Como bem apontou Lev Kuleshov, o que interessa a Shub é contar uma história que o público compreenda. Em conformidade com a ostranenie, o filme é rico em imagens mais sutis, detalhes da vida comum filmados, imagens que remontam às origens do cinema e podem, hoje, ser vistas de uma perspectiva arqueológica, luzes e texturas que parecem compor um palimpsesto fílmico. Todos esses elementos, textuais e visuais, compõem então um conjunto de pistas que o espectador pode seguir para construir o seu sentido do filme, relacionando o explícito e o explicado na tela com o implícito e o complicado, ficando livre para fazer as suas próprias inferências. Pois embora trabalhasse com imagens compiladas realizadas por outros, Shub as reorganiza tendo em vista permitir que os seus espectadores as interpretem a partir das suas próprias histórias de vida naquele conturbado momento. A história que ela conta não é menos real do que a de seus espectadores; é uma história de fato acontecida, não é apenas uma versão da história. Isso faz toda a diferença, pois é nítida a escolha de Shub de não favorecer a sua própria representação pessoal dos acontecimentos, como é evidente no caso do olho-câmera de Vertov. Em vez disso, Shub busca alinhavar um material que é irredutivelmente complexo apenas para que o espectador não se perca num caos disparatado de imagens desconexas. A personagem principal dessa história, então, só pode ser o público a quem ela é exibida – no caso específico, as massas de trabalhadores para quem o filme foi exibido e distribuído pela Goskino.

Tendo em vista essa sua natureza de produto encomendado e distribuído por um aparelho de Estado, os filmes de Shub também são verdadeiras pedras no sapato das teorias da indústria cultural que se pautam dogmaticamente por noções como “embotamento da percepção”, “reificação do desejo”, “imagens melancólicas” e outras fórmulas conceituais parecidas. E mesmo que as escolhas narrativas de Shub apareçam, hoje, evidentes, nem por isso são menos difíceis de assimilar. Pois nenhuma arte, nenhuma reflexão teórica, nenhuma ideologia são capazes de captar completamente o real. O alinhavo realizado por Shub é da ordem de um compromisso com a sua realidade histórica. Como ela não desejava impor aos espectadores o mesmo compromisso, mas sugerir que eles assumissem o seu próprio, o filme torna-se tanto mais incômodo. Se não há nele indiferença ou “neutralidade”, tampouco há autocomiseração para alimentar a catarse do público. Há uma História, com H maiúsculo, que escapa à síntese universalizante e da qual nós, humanos que somos, não conseguimos escapar – ao contrário, a História é nossa tarefa inescapável.

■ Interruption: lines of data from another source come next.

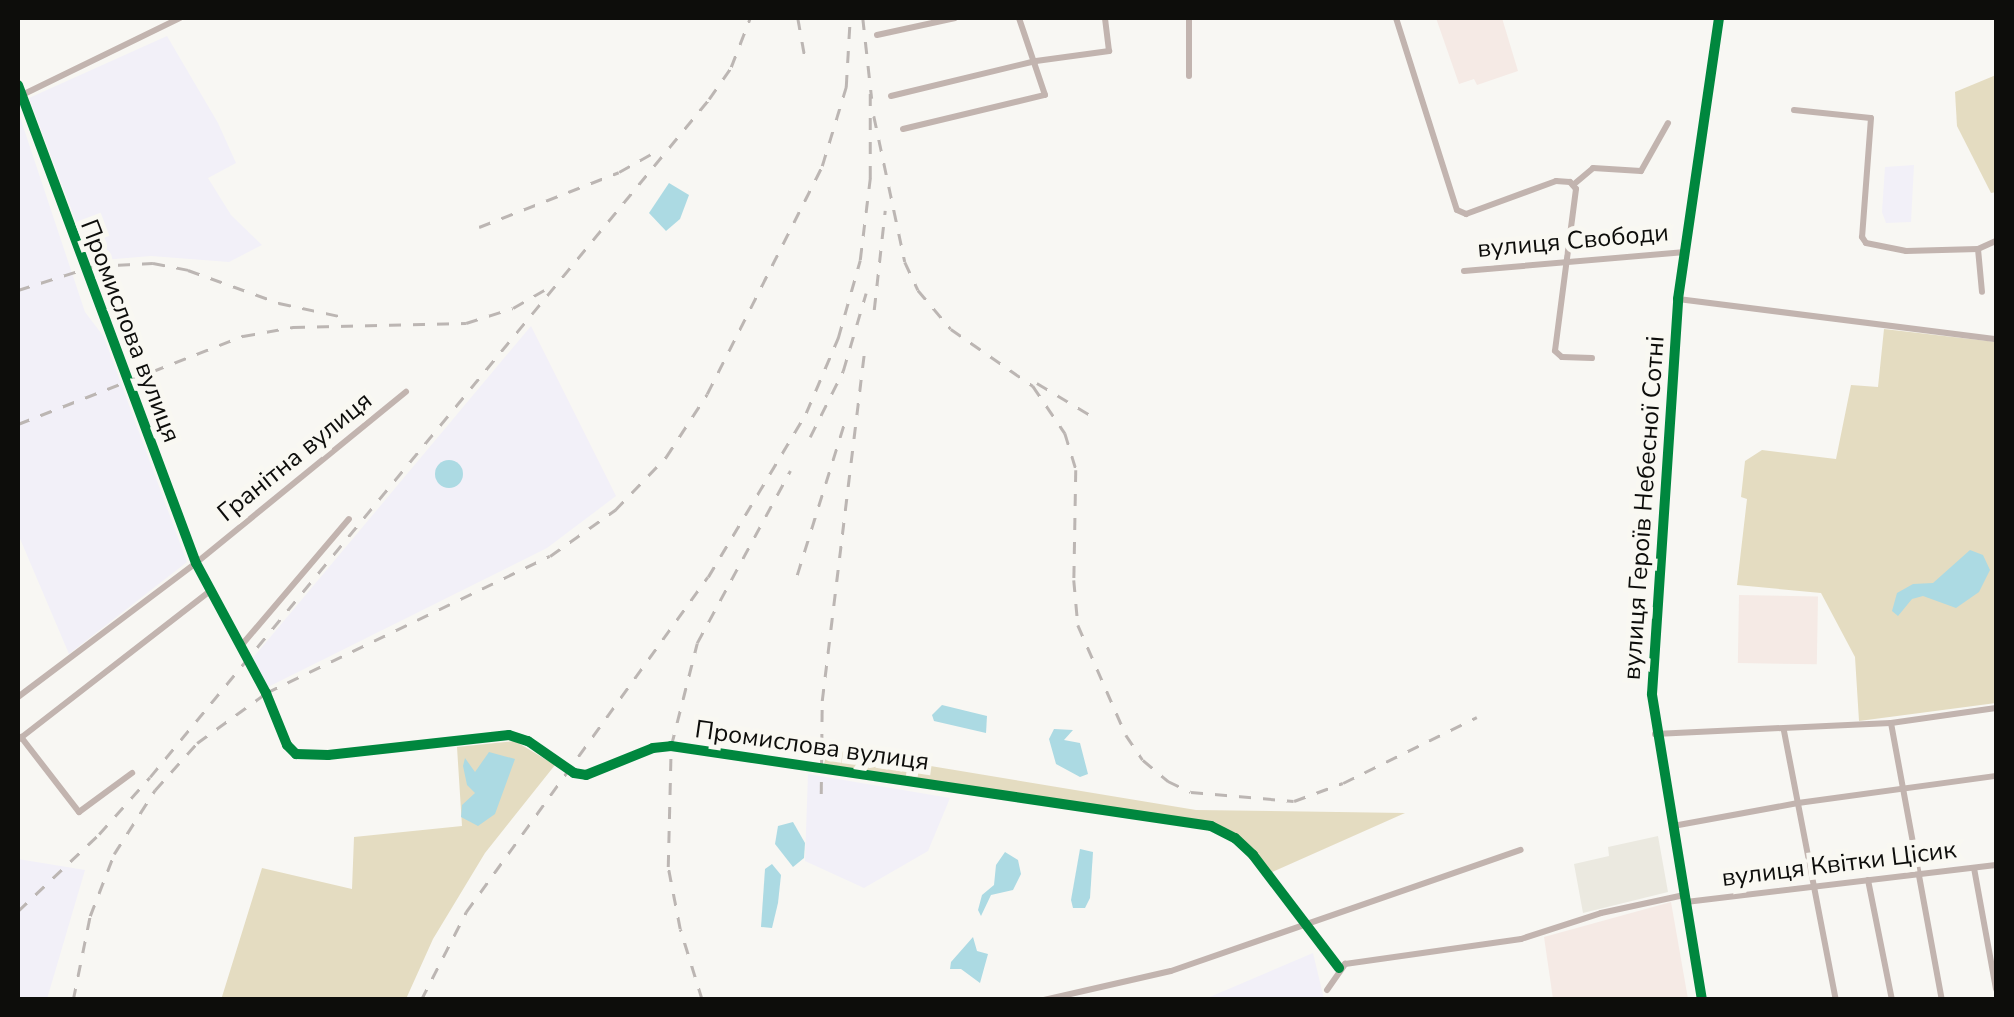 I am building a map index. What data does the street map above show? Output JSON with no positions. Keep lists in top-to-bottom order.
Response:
{
  "streets": {
    "street": [
      "вулиця Свободи",
      "Промислова вулиця",
      "Гранітна вулиця",
      "вулиця Героїв Небесної Сотні",
      "вулиця Квітки Цісик"
    ]
  },
  "crossings": [
    ["вулиця Свободи", "вулиця Героїв Небесної Сотні"],
    ["Промислова вулиця", "Гранітна вулиця"],
    ["Промислова вулиця", "вулиця Квітки Цісик"],
    ["вулиця Героїв Небесної Сотні", "вулиця Квітки Цісик"]
  ]
}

Esse é o sentido da narrativa de Shub: temos de fincar pé no chão da nossa realidade vivida com a consciência de que não estamos e jamais estaremos na posição de divindades oniscientes e onipotentes. Os últimos que assim se julgaram acabaram...

Deixo aos leitores que complementem a última frase como melhor lhes aprouver.

Cordiais saudações.


Nota: Felizmente, Esfir Shub está deixando de ser desconhecida no país. Encontra-se em fase de financiamento coletivo, pela Editora Kinoruss, um volume de escritos da própria Esfir Shub. Esperemos que seus filmes também passem a ser vistos mais frequentemente, com legendas em português, nas telas nacionais. Enquanto isso não acontece, A queda da dinastia Romanov pode ser visto, com intertítulos em inglês, qualidade de imagem razoável e trilha sonora menos do que isso, no YouTube.